Top of MATERIAL TO PROCESS

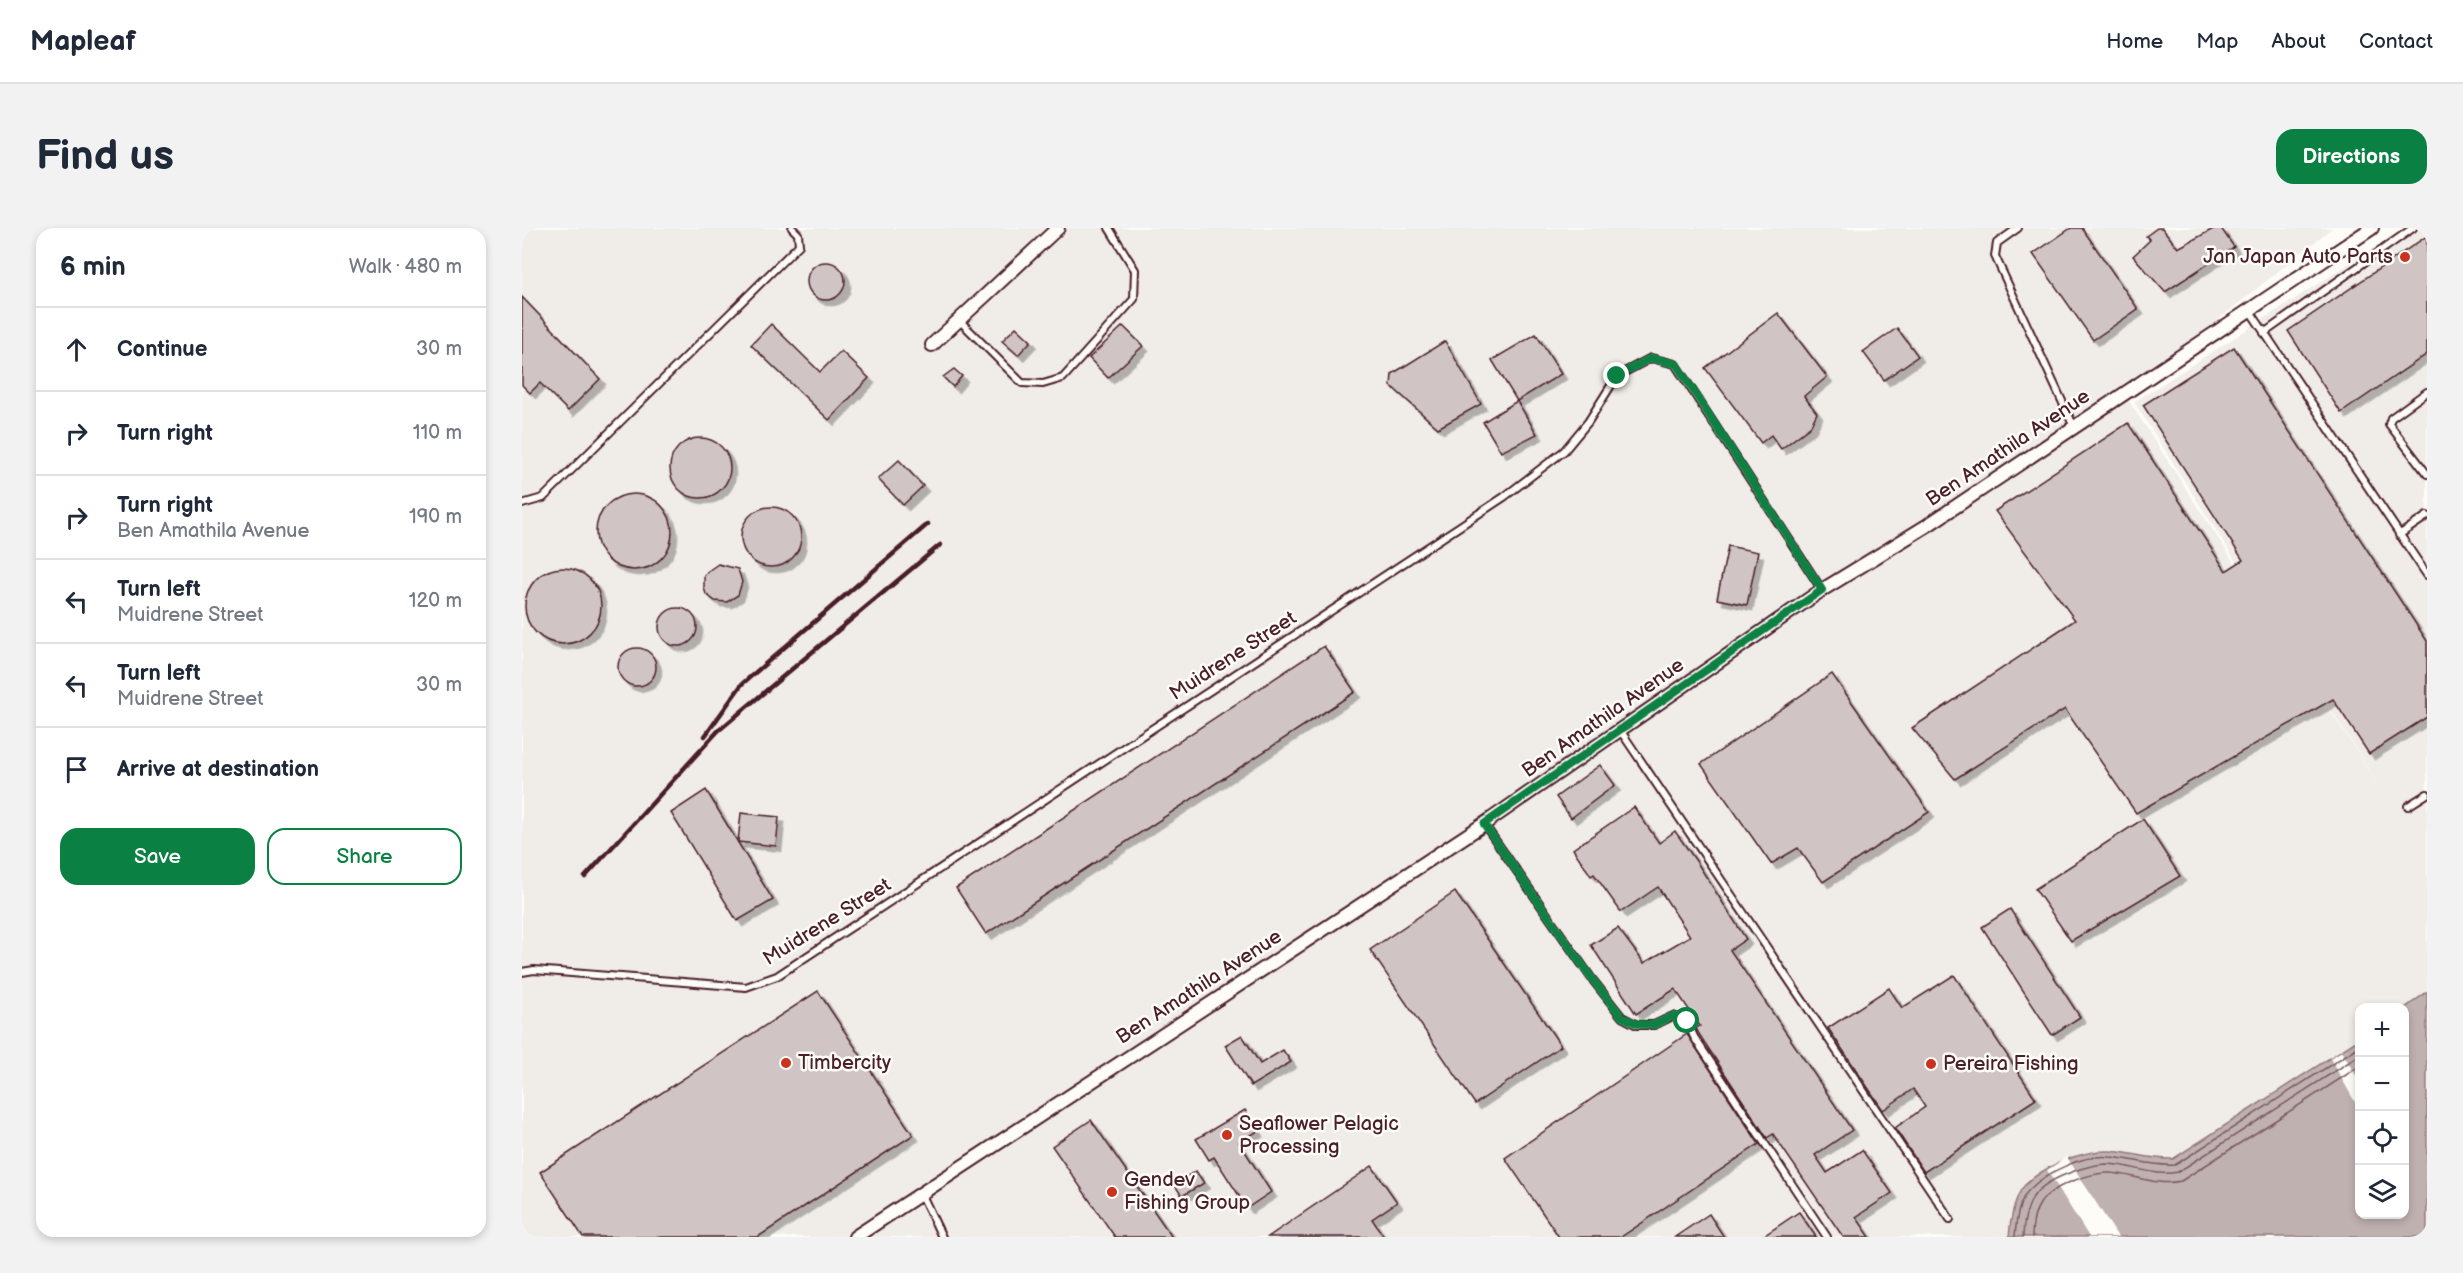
<!DOCTYPE html>
<meta charset="utf-8">
<style>
body{margin:0;font-family:"Balsamiq Sans",sans-serif;background:#f2f2f3;color:#1f2937}
.controls{position:absolute;right:18px;bottom:18px;display:grid;overflow:hidden;border-radius:12px;box-shadow:0 3px 9px #0003}
.controls button{width:54px;height:54px;display:grid;place-items:center;padding:0;border:0;border-bottom:2px solid #e0e1e3;background:#fff;color:#1f2937;font:30px sans-serif}
.stop{position:absolute;width:18px;height:18px;margin:-14px;border:4px solid #0b8043;border-radius:50%;background:#fff}
.stop.end{background:#0b8043;border-color:#fff;box-shadow:0 2px 6px #0008}
.list{margin:0;padding:0;list-style:none}
h2{display:flex;justify-content:space-between;align-items:center;height:78px;margin:0;padding:0 24px;font-size:26px}
h2 small{font-size:20px;font-weight:400;color:#747a83}
.list li{display:grid;grid-template-columns:39px 1fr auto;gap:18px;align-items:center;box-sizing:border-box;height:84px;padding:0 24px;border-top:2px solid #e0e1e3}
.list b{display:block;font-size:22px;white-space:nowrap}
.list p{margin:0;font-size:20px;white-space:nowrap;color:#747a83}
.list em{font-size:20px;font-style:normal;color:#747a83}
.actions{display:flex;gap:12px;padding:18px 24px}
.actions a{flex:1;padding:14px 0;border:2px solid #0b8043;border-radius:18px;text-align:center;font-size:21px;color:#0b8043}
.actions .main{background:#0b8043;color:#fff}
.icon{flex:none;width:33px;height:33px;fill:none;stroke:currentColor;stroke-width:2;stroke-linecap:round;stroke-linejoin:round}
.map{position:relative;flex:none;width:1905px;height:1009px;overflow:hidden;border-radius:18px}
header{display:flex;align-items:center;gap:36px;box-sizing:border-box;height:84px;padding:0 30px;background:#fff;border-bottom:2px solid #e0e1e3}
header strong{font-size:28px}
nav{display:flex;gap:33px;margin-inline-start:auto;font-size:21px}
.intro{display:flex;align-items:center;justify-content:space-between;box-sizing:border-box;height:144px;padding:0 36px}
h1{margin:0;font-size:42px}
.button{padding:15px 27px;border-radius:18px;background:#0b8043;color:#fff;font-size:21px;font-weight:700}
main{display:flex;gap:36px;padding:0 36px}
aside{flex:1;background:#fff;border-radius:18px;box-shadow:0 3px 9px #0003}
.map>svg:first-child{display:block}
.built{fill:#f0ece8}
.water{fill:#c0b1b1;stroke:#91777b;stroke-width:1.5}
.pier{fill:#fdfcf7}
.lines{fill:none;stroke-linecap:round;stroke-linejoin:round}
.shore{stroke:#795961;stroke-width:1.5}
.building{fill:#d0c5c4;stroke:#4a1f2b;stroke-width:1.5;filter:url(#shadow)}
.service-casing{stroke:#4a1f2b;stroke-width:10}
.minor-casing{stroke:#4a1f2b;stroke-width:16}
.service{stroke:#fdfcf7;stroke-width:6}
.minor{stroke:#fdfcf7;stroke-width:12}
.rail{stroke:#4a1f2b;stroke-width:4.5}
.route{stroke:#0b8043;stroke-width:8}
.poi-dot{fill:#c8321e;stroke:#fdfcf7;stroke-width:2}
.labels{text-anchor:middle;dominant-baseline:central;stroke-width:5;stroke-linejoin:round;paint-order:stroke}
.poi-label{font-size:20px;fill:#4a1f2b;stroke:#fdfcf7;text-anchor:start}
.street-label{font-size:20px;fill:#4a1f2b;stroke:#fdfcf7}
</style>
<header>
<strong>Mapleaf</strong>
<nav><a>Home</a><a>Map</a><a>About</a><a>Contact</a></nav>
</header>
<div class="intro"><h1>Find us</h1><a class="button">Directions</a></div>
<main>
<aside>
<h2>6 min<small>Walk · 480 m</small></h2>
<ul class="list">
<li><svg class="icon" aria-label="ahead" viewBox="0 0 24 24"><path d="M12 20V5M6 11l6-6 6 6"/></svg><div><b>Continue</b></div><em>30 m</em></li>
<li><svg class="icon" aria-label="right" viewBox="0 0 24 24"><path d="M7 20v-9h11M14 6l5 5-5 5"/></svg><div><b>Turn right</b></div><em>110 m</em></li>
<li><svg class="icon" aria-label="right" viewBox="0 0 24 24"><path d="M7 20v-9h11M14 6l5 5-5 5"/></svg><div><b>Turn right</b><p>Ben Amathila Avenue</p></div><em>190 m</em></li>
<li><svg class="icon" aria-label="left" viewBox="0 0 24 24"><path d="M17 20v-9H6M10 6l-5 5 5 5"/></svg><div><b>Turn left</b><p>Muidrene Street</p></div><em>120 m</em></li>
<li><svg class="icon" aria-label="left" viewBox="0 0 24 24"><path d="M17 20v-9H6M10 6l-5 5 5 5"/></svg><div><b>Turn left</b><p>Muidrene Street</p></div><em>30 m</em></li>
<li><svg class="icon" aria-label="arrive" viewBox="0 0 24 24"><path d="M6 21V4h12l-3 4 3 4H6"/></svg><div><b>Arrive at destination</b></div></li>
</ul>
<div class="actions"><a class="main">Save</a><a>Share</a></div>
</aside>
<div class="map">
<svg width="1905" height="1009" viewBox="0 0 1905 1009">
<defs>
<filter id="shadow"><feDropShadow dx="5.5" dy="5.5" stdDeviation="0" flood-color="#0004"/></filter>
</defs>
<rect width="100%" height="100%" fill="#fdfcf7"/>
<filter id="ink" filterUnits="userSpaceOnUse"><feTurbulence type="fractalNoise" baseFrequency=".0167" numOctaves="2"/><feDisplacementMap in="SourceGraphic" scale="12" xChannelSelector="R" yChannelSelector="G"/><feConvolveMatrix kernelMatrix="1 2 1 2 8 2 1 2 1" color-interpolation-filters="sRGB"/></filter>
<g filter="url(#ink)">
<polygon class="built" points="0,0 1810,0 1603,167 1872,581 1612,174 1883,0 1905,0 1905,764 1883,780 1838,780 1837,811 1651,931 1545,929 1502,958 1488,989 1487,1009 0,1009"/>
<path class="water" d="M 1905,764 L 1905,1009 L 1487,1009 C 1488,994 1492,968 1503,957 C 1522,938 1560,922 1587,923 C 1609,924 1629,932 1651,931 L 1837,811 L 1838,986 L 1882,986 L 1883,780 Z"/>
<g class="pier">
<polygon points="1820,823 1837,853 1837,881 1808,830"/>
<polygon points="1545,929 1596,1009 1567,1009 1525,942"/>
</g>
<g class="lines">
<g class="shore">
<path d="M 1493,1009 C 1494,994 1496,972 1508,961 C 1526,943 1563,926 1588,929 C 1611,931 1631,939 1653,937 L 1838,818"/>
<path d="M 1501,1009 C 1501,995 1504,982 1511,969 C 1522,951 1566,936 1586,936 C 1610,937 1632,949 1656,944 L 1838,827"/>
<path d="M 1510,1009 C 1510,997 1512,984 1519,974 C 1530,958 1567,945 1586,945 C 1610,945 1633,959 1659,953 L 1838,838"/>
</g>
</g>
<g class="building">
<polygon points="1549,0 1560,0 1616,81 1571,112 1511,26"/>
<polygon points="1635,0 1640,0 1656,20 1693,0 1699,0 1712,19 1643,64 1611,28 1628,12 1624,8"/>
<polygon points="1905,8 1905,126 1819,185 1766,103"/>
<circle cx="304" cy="53" r="19"/>
<polygon points="0,69 78,151 46,183 18,155 8,165 0,157"/>
<polygon points="1256,85 1305,149 1282,168 1295,185 1288,199 1259,221 1249,207 1239,215 1183,140"/>
<polygon points="249,96 298,144 319,123 347,150 307,192 229,117"/>
<polygon points="601,98 621,118 586,150 567,130"/>
<polygon points="494,99 509,113 496,127 480,113"/>
<polygon points="1375,100 1396,128 1362,152 1341,124"/>
<polygon points="1014,106 1039,146 995,173 970,132"/>
<polygon points="923,113 959,176 916,200 869,158 870,146"/>
<polygon points="1712,119 1905,413 1905,489 1847,526 1811,471 1614,585 1543,481 1433,551 1390,500 1553,392 1473,283 1606,195 1704,343 1721,332 1621,177"/>
<polygon points="432,141 440,148 431,159 421,149"/>
<polygon points="995,173 1015,206 979,224 961,194"/>
<circle cx="178" cy="240" r="30"/>
<polygon points="377,232 401,258 381,277 356,251"/>
<circle cx="112" cy="304" r="38"/>
<circle cx="249" cy="309" r="30"/>
<polygon points="1206,318 1236,324 1225,377 1195,371"/>
<polygon points="196,336 216,341 220,354 216,367 205,374 193,373 184,366 182,360 182,348 186,343"/>
<circle cx="41" cy="378" r="38"/>
<circle cx="156" cy="399" r="19"/>
<polygon points="802,418 833,464 464,706 434,660"/>
<circle cx="115" cy="439" r="19"/>
<polygon points="1310,446 1407,584 1301,654 1276,620 1249,636 1179,536"/>
<polygon points="1078,537 1093,557 1049,590 1034,569"/>
<polygon points="184,562 251,672 215,693 149,585"/>
<polygon points="1112,579 1137,615 1153,603 1174,633 1224,711 1208,722 1330,902 1293,927 1305,945 1340,922 1370,965 1334,989 1348,1009 1321,1009 1251,906 1245,910 1177,806 1174,800 1178,798 1153,761 1114,786 1069,717 1096,700 1122,735 1168,708 1136,659 1099,684 1072,646 1069,648 1051,621"/>
<polygon points="219,585 257,589 254,618 216,614"/>
<polygon points="1621,591 1658,648 1549,713 1513,661"/>
<polygon points="933,664 1039,818 953,876 848,722"/>
<polygon points="1488,681 1558,789 1530,807 1460,699"/>
<polygon points="1432,747 1514,871 1402,944 1373,900 1403,879 1391,861 1361,882 1306,800 1367,760 1380,780"/>
<polygon points="296,763 391,907 236,1009 61,1009 18,944"/>
<polygon points="1165,806 1237,916 1099,1009 1037,1009 983,930"/>
<polygon points="720,807 738,836 761,822 769,834 729,858 703,817"/>
<polygon points="723,882 736,903 717,914 749,964 725,980 692,929 687,932 674,911"/>
<polygon points="569,892 650,1009 593,1009 530,918"/>
<polygon points="850,938 875,974 850,991 862,1009 746,1009"/>
<polygon points="674,943 682,955 660,968 652,956"/>
<polygon points="1277,984 1294,1009 1240,1009"/>
<polygon points="1187,986 1202,1009 1153,1009"/>
</g>
<g class="lines">
<defs>
<g id="service">
<polyline points="1496,0 1475,15 1473,28 1552,199"/>
<polyline points="1728,83 1905,347"/>
<polyline points="437,92 500,155 521,156 541,150 612,71 613,42 587,0"/>
<polyline points="1742,105 1891,0"/>
<polyline points="1905,164 1869,190 1867,196 1905,246"/>
<polyline points="0,276 21,270 277,17 276,6 270,0"/>
<polyline points="1877,307 1905,288"/>
<polyline points="1098,502 1428,991"/>
<polyline points="1886,578 1905,566"/>
<polyline points="962,596 1070,751 1100,789 1115,797 1132,797 1151,788 1165,793 1172,809 1305,1009"/>
<polyline points="0,744 12,742 224,759 255,748 982,269 1042,223 1066,194 1095,148 1129,130 1153,136 1300,362"/>
<polyline points="399,965 420,1009"/>
</g>
<g id="minor">
<polyline points="410,117 536,0"/>
<polyline points="333,1009 962,596 1300,362 1406,297 1850,0"/>
</g>
</defs>
<use href="#service" class="service-casing"/>
<use href="#minor" class="minor-casing"/>
<use href="#service" class="service"/>
<use href="#minor" class="minor"/>
<g class="rail">
<polyline points="183,508 220,456 406,296"/>
<polyline points="63,649 196,503 418,317"/>
</g>
</g>
</g>
<g class="lines" filter="url(#ink)">
<polyline class="route" points="1095,148 1129,130 1154,136 1300,362 962,596 1070,751 1100,789 1115,796 1132,797 1151,788 1165,793"/>
</g>
<g class="poi-dot">
<circle cx="1883" cy="29" r="6"/>
<circle cx="264" cy="835" r="6"/>
<circle cx="1409" cy="836" r="6"/>
<circle cx="705" cy="907" r="6"/>
<circle cx="590" cy="964" r="6"/>
</g>
<g class="labels">
<g class="poi-label">
<text x="1871" y="29" text-anchor="end">Jan Japan Auto Parts</text>
<text x="276" y="835">Timbercity</text>
<text x="1421" y="836">Pereira Fishing</text>
<text x="717" y="896">Seaflower Pelagic<tspan x="717" dy="23">Processing</tspan></text>
<text x="602" y="952">Gendev<tspan x="602" dy="23">Fishing Group</tspan></text>
</g>
<g class="street-label">
<text transform="translate(1486 220) rotate(-34)">Ben Amathila Avenue</text>
<text transform="translate(711 428) rotate(-33)">Muidrene Street</text>
<text transform="translate(1081 490) rotate(-35)">Ben Amathila Avenue</text>
<text transform="translate(305 694) rotate(-32)">Muidrene Street</text>
<text transform="translate(677 759) rotate(-33)">Ben Amathila Avenue</text>
</g>
</g>
</svg>
<div class="controls">
<button>+</button>
<button>−</button>
<button><svg class="icon" aria-label="locate" viewBox="0 0 24 24"><circle cx="12" cy="12" r="6"/><path d="M12 2v4M12 18v4M2 12h4M18 12h4"/></svg></button>
<button><svg class="icon" aria-label="layers" viewBox="0 0 24 24"><path d="M12 4l9 5-9 5-9-5zM3 14l9 5 9-5"/></svg></button>
</div>
<div class="stop" style="left:1165px;top:793px"></div>
<div class="stop end" style="left:1095px;top:148px"></div>
</div>
</main>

Bottom of MATERIAL TO PROCESS

Check each line of the entries above, and show every one holding the word "nowrap".

ANSWER SPACE:
.list b{display:block;font-size:22px;white-space:nowrap}
.list p{margin:0;font-size:20px;white-space:nowrap;color:#747a83}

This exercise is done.